Не успела наша посетительница проковылять за дверь, – другого выражения нельзя употребить для способа передвижения миссис Меррилау, – как Шерлок Холмс с невероятной энергией набросился на лежавшую в углу груду книг с его записями. В продолжение нескольких минут было слышно только шуршание перелистываемых страниц. Потом он нашел то, что искал, и вскрикнул от удовольствия. Он был так взволнован, что не встал на ноги, а продолжал сидеть на полу, скрестив ноги, точно какой-то странный Будда. Кругом него и на коленях у него лежали огромные регистраторы.

– Этот случай смущал меня уже в те времена, Ватсон. Вот в доказательство мои заметки на полях. Сознаюсь, что я тогда не смог сделать никаких выводов. И все-таки я был убежден, что следователь ошибается. Вы ничего не вспоминаете о трагедии в Аббас-Парве?

– Ничего, Холмс.

– А вы, ведь, были тогда со мной. Но и мое впечатление было очень поверхностное. Не за что было зацепиться, и ни одна из сторон не попросила моих услуг. Может быть, вы бы захотели прочитать бумаги?
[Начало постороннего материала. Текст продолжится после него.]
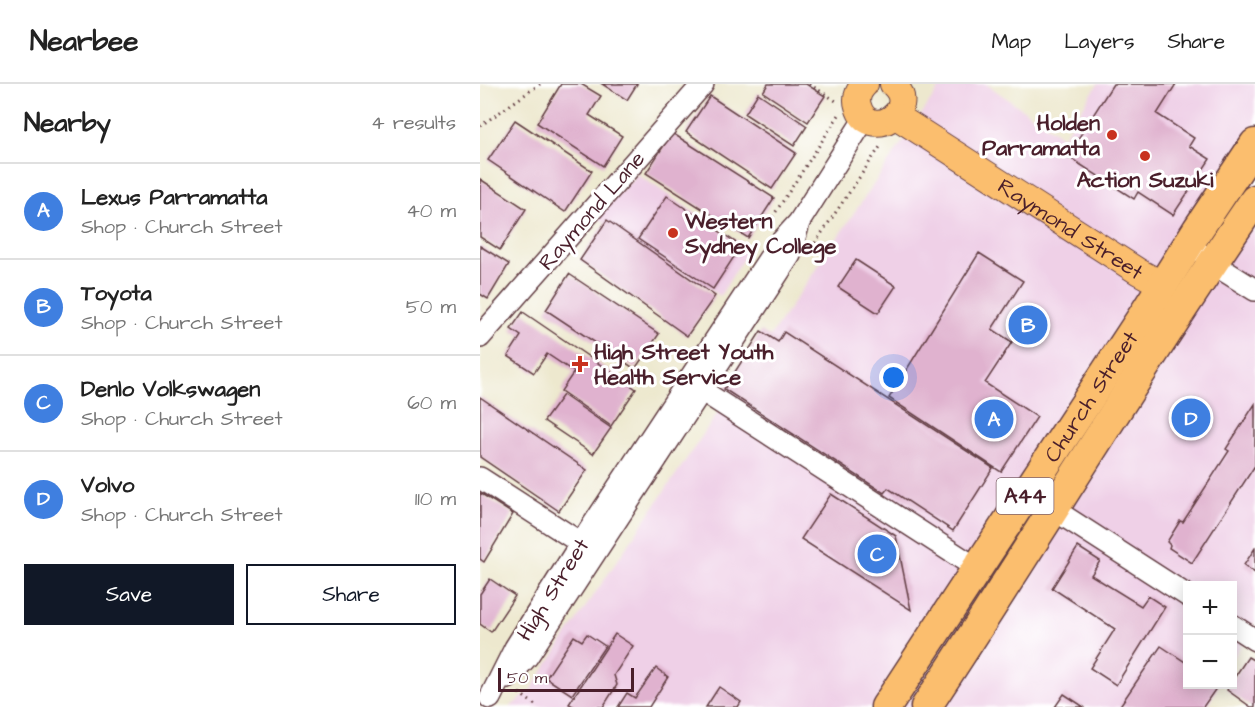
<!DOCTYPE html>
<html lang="en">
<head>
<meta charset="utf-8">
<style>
  :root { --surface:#fff; --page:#f6f6f6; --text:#222; --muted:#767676; --line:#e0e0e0; --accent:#111827 }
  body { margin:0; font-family:"Architects Daughter",sans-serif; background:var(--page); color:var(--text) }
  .controls { position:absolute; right:18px; bottom:18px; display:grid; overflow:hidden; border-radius:0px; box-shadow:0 3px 15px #0003 }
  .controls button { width:54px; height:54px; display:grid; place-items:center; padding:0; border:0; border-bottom:2px solid var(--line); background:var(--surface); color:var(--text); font:30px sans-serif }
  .scale { position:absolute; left:18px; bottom:15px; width:136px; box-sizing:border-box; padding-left:6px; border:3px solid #4a1f2b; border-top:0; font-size:16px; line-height:21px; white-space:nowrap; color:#4a1f2b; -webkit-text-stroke:4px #fff; paint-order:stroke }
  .you { position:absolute; left:414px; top:294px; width:21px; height:21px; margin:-15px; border:4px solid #fff; border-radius:50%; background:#1a73e8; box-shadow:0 0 0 9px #1a73e833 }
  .badge { display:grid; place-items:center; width:39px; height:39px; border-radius:50%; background:var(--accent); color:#fff; font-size:20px; font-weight:700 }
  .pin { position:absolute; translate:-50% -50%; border:3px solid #fff; box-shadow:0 2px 6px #0006 }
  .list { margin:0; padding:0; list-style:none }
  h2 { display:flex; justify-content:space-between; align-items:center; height:78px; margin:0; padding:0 24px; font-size:26px }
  h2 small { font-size:20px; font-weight:400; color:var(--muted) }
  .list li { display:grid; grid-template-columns:39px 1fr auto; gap:18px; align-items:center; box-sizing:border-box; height:96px; padding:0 24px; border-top:2px solid var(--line) }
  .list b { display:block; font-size:22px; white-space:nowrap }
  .list p { margin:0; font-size:20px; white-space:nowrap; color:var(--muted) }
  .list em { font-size:20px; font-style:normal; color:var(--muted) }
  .actions { display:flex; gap:12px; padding:18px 24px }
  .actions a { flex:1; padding:14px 0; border:2px solid var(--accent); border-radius:0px; text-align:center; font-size:21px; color:var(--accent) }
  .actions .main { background:var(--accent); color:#fff }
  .map { position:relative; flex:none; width:775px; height:623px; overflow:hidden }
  header { display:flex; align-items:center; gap:36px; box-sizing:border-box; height:84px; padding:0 30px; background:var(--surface); border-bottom:2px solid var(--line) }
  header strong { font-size:28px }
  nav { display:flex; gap:33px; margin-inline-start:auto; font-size:21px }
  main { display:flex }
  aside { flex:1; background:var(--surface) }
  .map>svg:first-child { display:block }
  .built { fill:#efd0e7 }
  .building { fill:#e0b2cf }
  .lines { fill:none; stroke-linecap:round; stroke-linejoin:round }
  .minor-casing { stroke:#623d43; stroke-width:24 }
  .major-casing { stroke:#623d43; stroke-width:28 }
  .highway-casing { stroke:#623d43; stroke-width:33 }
  .path { stroke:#623d43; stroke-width:3; stroke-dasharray:1.5 4.5; stroke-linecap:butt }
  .minor { stroke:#fff; stroke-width:21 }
  .major { stroke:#fbbe6e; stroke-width:26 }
  .highway { stroke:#fbbe6e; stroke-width:30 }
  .poi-dot { fill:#c8321e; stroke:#fff; stroke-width:2 }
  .labels { text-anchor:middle; stroke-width:6; stroke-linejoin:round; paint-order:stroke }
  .shield { fill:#fff; stroke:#80626b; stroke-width:1.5 }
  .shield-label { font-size:21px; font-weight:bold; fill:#4a1f2b }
  .poi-label { font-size:22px; font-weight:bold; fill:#4a1f2b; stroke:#fff; text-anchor:start }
  .street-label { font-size:22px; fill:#4a1f2b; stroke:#fff }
</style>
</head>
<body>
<header>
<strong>Nearbee</strong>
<nav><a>Map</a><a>Layers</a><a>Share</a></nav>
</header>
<main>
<aside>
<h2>Nearby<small>4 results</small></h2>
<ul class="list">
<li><span class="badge" style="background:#3f7fe0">A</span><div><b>Lexus Parramatta</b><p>Shop · Church Street</p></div><em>40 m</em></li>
<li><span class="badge" style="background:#3f7fe0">B</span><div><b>Toyota</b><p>Shop · Church Street</p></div><em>50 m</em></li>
<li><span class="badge" style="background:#3f7fe0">C</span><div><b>Denlo Volkswagen</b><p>Shop · Church Street</p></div><em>60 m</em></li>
<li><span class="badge" style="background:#3f7fe0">D</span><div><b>Volvo</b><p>Shop · Church Street</p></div><em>110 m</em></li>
</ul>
<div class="actions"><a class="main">Save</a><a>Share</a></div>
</aside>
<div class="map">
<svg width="775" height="623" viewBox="0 0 775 623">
  <rect width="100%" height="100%" fill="#fff"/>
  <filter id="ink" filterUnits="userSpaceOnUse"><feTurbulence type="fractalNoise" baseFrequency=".0167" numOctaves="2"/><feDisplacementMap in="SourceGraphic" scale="12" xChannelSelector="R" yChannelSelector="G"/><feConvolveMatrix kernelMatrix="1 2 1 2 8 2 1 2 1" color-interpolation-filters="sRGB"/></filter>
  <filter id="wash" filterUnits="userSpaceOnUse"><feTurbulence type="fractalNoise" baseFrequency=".008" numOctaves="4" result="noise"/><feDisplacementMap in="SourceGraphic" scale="24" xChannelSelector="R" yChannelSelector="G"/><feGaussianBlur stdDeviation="1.35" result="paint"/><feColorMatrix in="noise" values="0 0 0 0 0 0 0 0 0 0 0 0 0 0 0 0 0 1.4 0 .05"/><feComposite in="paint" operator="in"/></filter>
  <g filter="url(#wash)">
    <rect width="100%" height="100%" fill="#ede8ce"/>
    <g class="built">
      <path d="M462 0H506L583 53 618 0H775V538L753 575 752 502H708V600L739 601 727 623H30L50 607 105 524Z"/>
      <path d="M157 90 269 165 240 212 116 133Z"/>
    </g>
    <g id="blocks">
      <g class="building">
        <path d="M81 0H101L121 12 109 31 142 52 123 82 57 39Z"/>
        <path d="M122 0H157L147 16Z"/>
        <path d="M288 0H326L345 12 328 38 283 8Z"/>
        <path d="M633 0H696L677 30 714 54 709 62 730 75 693 131 658 108 654 115 587 72Z"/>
        <path d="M278 9 327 42 314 62 265 30Z"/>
        <path d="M230 12 316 69 292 105 206 48Z"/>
        <path d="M35 36 112 87 85 128 8 76Z"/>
        <path d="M192 49 294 114 268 154 166 89Z"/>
        <path d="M0 95 46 125 20 166 0 153Z"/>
        <path d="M187 112 261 162 233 205 158 155Z"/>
        <path d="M127 136 235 212 207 252 100 176Z"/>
        <path d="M0 162 29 180 8 215 0 210Z"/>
        <path d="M499 169 543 197 512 245 532 258 505 299 557 333 521 388 409 314Z"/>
        <path d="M376 176 416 202 398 229 358 203Z"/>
        <path d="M89 190 179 250 155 285 66 226Z"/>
        <path d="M43 228 156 305 131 342 81 307 94 288 67 270 54 289 28 272 41 252 31 245Z"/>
        <path d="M281 247 298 258 304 248 513 384 473 447 408 404 404 409 244 305Z"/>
        <path d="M83 311 131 344 113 370 64 337Z"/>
        <path d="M0 313 107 386 79 427 0 373Z"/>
        <path d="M775 320V384L774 383 712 479 689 464 690 461 687 458 700 437 703 438 749 367 746 365Z"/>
        <path d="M0 409 33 430 4 478 0 475Z"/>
        <path d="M351 410 416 452 431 526 321 455Z"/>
        <path d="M598 463 620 477 611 491 661 522 668 512 685 523 636 601 610 584 635 545 572 504Z"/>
        <path d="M775 464V489L764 481Z"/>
        <path d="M10 495 35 512 11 548 0 540V510Z"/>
        <path d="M107 550 125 562 92 611 66 594 94 552 102 557Z"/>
        <path d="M135 550 153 562 134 591 137 601 123 623H95L89 620Z"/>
        <path d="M681 562 708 580V600H739L723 623H639Z"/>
        <path d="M768 573 775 577V623H771L747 606 750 600H752V597Z"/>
        <path d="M176 584 188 593 169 623H138L147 609 155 614Z"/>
        <path d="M239 603 261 618 258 623H226Z"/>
        <path d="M584 610 604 623H575Z"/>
      </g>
    </g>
  </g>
  <g filter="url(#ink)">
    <use href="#blocks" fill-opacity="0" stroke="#623d43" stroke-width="1.5"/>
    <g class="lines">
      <defs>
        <g id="minor">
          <path d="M724 171 732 179 775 206"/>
          <path d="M0 253 223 0"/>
          <path d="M221 306 498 485"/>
          <path d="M0 394 113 467"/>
          <path d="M548 409 708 512"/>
          <path d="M752 541 775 556"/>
          <path d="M28 594 47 573 310 171 318 142"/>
          <path d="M10 614 35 564 101 459 298 161 319 138 385 34"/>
        </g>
        <g id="major">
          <path d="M385 0C379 6 375 13 378 22 388 59 442 27 413 0"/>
          <path id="s1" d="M416 32 659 188 683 201"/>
        </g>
        <g id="highway">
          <path id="s2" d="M406 623 665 229 718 145 775 60"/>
          <path d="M446 623C557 455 661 282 775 116"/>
        </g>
      </defs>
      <use href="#minor" class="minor-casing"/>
      <use href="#major" class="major-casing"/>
      <use href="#highway" class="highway-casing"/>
      <g class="path">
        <path d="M329 0 356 17"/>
        <path d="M0 42 60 0"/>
        <path d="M286 143 359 31"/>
        <path d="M335 159 402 60"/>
        <path d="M39 609 58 623"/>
      </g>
      <use href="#minor" class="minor"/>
      <use href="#major" class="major"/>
      <use href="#highway" class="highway"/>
    </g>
  </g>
  <g class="poi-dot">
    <circle cx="632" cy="51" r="6"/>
    <circle cx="665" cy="72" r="6"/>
    <circle cx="193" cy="149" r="6"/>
    <path d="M97 271h6v6h6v6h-6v6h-6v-6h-6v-6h6z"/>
  </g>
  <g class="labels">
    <rect class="shield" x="516.5" y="394" width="57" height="36" rx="4.5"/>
    <g class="shield-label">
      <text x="545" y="419">A44</text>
    </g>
    <g class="poi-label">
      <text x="620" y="46" text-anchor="end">Holden<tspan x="620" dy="25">Parramatta</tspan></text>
      <text x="665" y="103" text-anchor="middle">Action Suzuki</text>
      <text x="205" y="144">Western<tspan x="205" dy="25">Sydney College</tspan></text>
      <text x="114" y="275">High Street Youth<tspan x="114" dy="25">Health Service</tspan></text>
    </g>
    <g class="street-label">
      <text transform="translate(111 126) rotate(-49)" y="8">Raymond Lane</text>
      <text dy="8" stroke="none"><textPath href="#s1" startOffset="208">Raymond Street</textPath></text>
      <text dy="8" stroke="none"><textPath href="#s2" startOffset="372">Church Street</textPath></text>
      <text transform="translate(72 505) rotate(-58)" y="8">High Street</text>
    </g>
  </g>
</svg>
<div class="controls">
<button>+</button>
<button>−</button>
</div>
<div class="scale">50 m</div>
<div class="you"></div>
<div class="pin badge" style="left:514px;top:335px;background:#3f7fe0">A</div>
<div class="pin badge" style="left:548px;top:241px;background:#3f7fe0">B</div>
<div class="pin badge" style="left:397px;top:470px;background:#3f7fe0">C</div>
<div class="pin badge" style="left:711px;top:334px;background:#3f7fe0">D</div>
</div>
</main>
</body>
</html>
– А не могли бы вы сами ввести меня в это дело?

– Это очень легко. Вы наверно все вспомните, когда я начну рассказывать. Рондера, конечно, знали все. Он соперничал с Вомбвелем и Сангером, владельцами лучших в то время бродячих цирков. Но было известно, что он стал пить, и его дело быстро покатилось под уклон. Тогда-то и произошла трагедия. Труппа остановилась на ночь в Аббас-Парве, небольшой деревне в Беркшире. Они были на пути в Вимбльдон и просто раскинулись лагерем, не предполагая давать представления. Местечко было так мало, что расходы не окупились бы.

Среди зверей в цирке был великолепный североафриканский лев. Звали его «Королем Сахары», сам Рондер и его жена давали обыкновенно представления внутри клетки. Вот тут фотография, изображающая это представление. Вы здесь видите, что Рондер был огромный мужчина, напоминавший борова, а жена его была роскошной женщиной. На следствии было установлено, что по некоторым признакам льва можно было считать опасным, но, как обычно, привычка делает людей небрежными, и на опасность не обращают внимания.

Рондер и его жена обыкновенно кормили льва ночью. Иногда шел один из них, иногда оба, но они никогда не допускали никого другого, уверенные, что пока они сами кормят дикого зверя, он будет считать их благодетелями и не тронет их. В ту ночь, семь лет тому назад, они пошли вдвоем, и произошел ужасный случай, подробностей которого никогда не удалось узнать.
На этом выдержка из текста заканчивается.